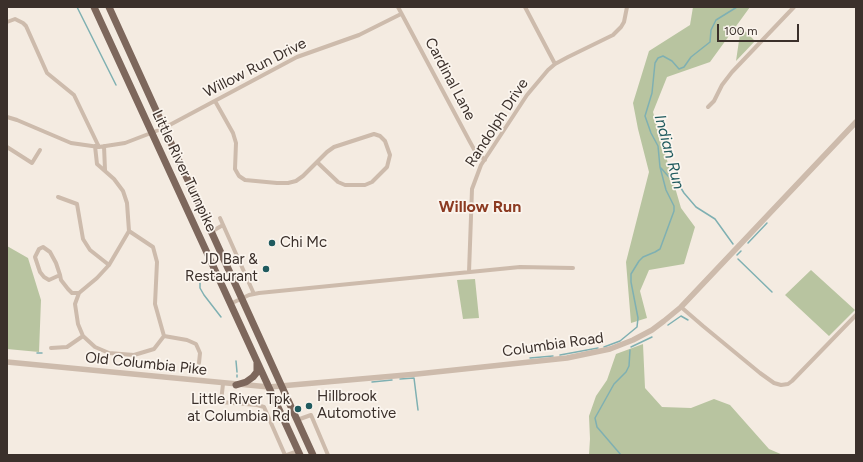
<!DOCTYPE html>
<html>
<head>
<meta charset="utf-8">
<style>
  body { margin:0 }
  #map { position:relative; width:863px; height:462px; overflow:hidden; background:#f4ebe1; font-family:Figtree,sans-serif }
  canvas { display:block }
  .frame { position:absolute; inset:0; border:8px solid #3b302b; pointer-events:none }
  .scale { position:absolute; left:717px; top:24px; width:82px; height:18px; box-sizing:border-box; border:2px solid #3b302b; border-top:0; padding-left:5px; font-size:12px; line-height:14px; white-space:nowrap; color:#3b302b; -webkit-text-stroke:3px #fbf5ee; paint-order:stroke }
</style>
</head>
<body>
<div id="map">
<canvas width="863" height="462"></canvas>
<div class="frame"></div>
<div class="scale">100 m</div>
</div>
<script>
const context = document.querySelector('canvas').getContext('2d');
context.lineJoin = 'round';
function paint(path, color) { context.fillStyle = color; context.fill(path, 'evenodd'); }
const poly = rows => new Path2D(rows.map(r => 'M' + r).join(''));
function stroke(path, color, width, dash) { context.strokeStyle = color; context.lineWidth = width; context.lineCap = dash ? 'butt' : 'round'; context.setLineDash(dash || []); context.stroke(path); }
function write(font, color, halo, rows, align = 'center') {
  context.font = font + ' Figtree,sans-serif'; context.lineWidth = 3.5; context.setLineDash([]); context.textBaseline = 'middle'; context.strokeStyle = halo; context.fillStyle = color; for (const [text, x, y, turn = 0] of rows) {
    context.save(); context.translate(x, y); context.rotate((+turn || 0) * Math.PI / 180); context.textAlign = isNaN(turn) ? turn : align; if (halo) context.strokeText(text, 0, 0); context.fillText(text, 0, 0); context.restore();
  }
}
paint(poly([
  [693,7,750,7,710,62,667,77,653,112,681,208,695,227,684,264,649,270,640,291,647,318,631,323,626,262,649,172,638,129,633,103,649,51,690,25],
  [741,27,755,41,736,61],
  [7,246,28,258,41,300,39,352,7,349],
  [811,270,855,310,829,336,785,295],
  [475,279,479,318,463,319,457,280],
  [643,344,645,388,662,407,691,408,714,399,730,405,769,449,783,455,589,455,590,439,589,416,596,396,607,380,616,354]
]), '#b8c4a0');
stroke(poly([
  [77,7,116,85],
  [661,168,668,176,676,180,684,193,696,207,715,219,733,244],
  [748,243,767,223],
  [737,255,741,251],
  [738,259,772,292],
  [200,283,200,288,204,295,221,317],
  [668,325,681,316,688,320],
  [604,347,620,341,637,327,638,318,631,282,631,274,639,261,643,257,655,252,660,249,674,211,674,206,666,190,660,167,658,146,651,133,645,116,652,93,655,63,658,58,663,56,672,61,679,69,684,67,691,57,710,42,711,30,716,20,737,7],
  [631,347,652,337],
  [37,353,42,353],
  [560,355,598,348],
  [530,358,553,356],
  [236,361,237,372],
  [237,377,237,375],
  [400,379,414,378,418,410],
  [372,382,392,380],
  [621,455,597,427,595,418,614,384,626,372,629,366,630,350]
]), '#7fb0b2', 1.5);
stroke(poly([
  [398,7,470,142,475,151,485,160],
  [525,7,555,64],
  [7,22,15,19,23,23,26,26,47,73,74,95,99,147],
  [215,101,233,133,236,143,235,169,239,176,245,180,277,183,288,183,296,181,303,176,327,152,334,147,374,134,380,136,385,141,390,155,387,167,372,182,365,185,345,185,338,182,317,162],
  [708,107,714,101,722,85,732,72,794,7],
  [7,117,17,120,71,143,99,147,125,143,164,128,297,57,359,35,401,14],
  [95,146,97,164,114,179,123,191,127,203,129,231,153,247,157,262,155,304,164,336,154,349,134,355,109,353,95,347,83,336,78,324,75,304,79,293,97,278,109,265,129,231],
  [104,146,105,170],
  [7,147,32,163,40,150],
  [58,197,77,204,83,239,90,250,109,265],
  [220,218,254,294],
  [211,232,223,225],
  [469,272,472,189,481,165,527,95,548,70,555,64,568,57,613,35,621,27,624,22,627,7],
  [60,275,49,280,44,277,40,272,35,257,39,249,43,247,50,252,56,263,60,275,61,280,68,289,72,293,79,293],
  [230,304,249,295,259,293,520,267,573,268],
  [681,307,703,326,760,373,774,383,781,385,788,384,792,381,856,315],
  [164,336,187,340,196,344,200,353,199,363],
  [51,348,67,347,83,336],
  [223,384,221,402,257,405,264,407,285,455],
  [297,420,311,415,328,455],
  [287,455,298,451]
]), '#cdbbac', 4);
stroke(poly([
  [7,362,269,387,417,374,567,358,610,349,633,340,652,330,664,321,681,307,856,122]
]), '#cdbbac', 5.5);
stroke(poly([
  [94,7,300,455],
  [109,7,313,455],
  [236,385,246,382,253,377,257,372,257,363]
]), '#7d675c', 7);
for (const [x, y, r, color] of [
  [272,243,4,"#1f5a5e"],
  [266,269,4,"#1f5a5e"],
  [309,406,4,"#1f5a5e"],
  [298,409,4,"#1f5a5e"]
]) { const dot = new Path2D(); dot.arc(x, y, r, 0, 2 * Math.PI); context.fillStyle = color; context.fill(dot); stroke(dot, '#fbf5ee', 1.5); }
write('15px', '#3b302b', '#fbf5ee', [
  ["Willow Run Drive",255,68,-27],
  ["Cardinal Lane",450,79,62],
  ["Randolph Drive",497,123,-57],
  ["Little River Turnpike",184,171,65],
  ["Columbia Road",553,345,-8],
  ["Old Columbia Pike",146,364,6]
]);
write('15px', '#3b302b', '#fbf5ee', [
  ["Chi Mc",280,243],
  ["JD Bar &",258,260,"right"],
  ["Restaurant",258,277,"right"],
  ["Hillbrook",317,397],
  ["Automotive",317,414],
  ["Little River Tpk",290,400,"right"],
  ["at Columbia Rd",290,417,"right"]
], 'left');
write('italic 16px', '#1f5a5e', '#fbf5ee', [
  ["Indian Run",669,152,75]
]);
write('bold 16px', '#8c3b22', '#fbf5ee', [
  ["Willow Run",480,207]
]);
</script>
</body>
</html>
= = = = = = =
(WHAT NEEDS TO BE DONE): Omit the pictures. Print, word for word, the lines from the beginning of the entries above through the line that holds "context = document.querySelector('canvas').getContext('2d');".

(ANSWER FOR THE TASK):
<!DOCTYPE html>
<html>
<head>
<meta charset="utf-8">
<style>
  body { margin:0 }
  #map { position:relative; width:863px; height:462px; overflow:hidden; background:#f4ebe1; font-family:Figtree,sans-serif }
  canvas { display:block }
  .frame { position:absolute; inset:0; border:8px solid #3b302b; pointer-events:none }
  .scale { position:absolute; left:717px; top:24px; width:82px; height:18px; box-sizing:border-box; border:2px solid #3b302b; border-top:0; padding-left:5px; font-size:12px; line-height:14px; white-space:nowrap; color:#3b302b; -webkit-text-stroke:3px #fbf5ee; paint-order:stroke }
</style>
</head>
<body>
<div id="map">
<canvas width="863" height="462"></canvas>
<div class="frame"></div>
<div class="scale">100 m</div>
</div>
<script>
const context = document.querySelector('canvas').getContext('2d');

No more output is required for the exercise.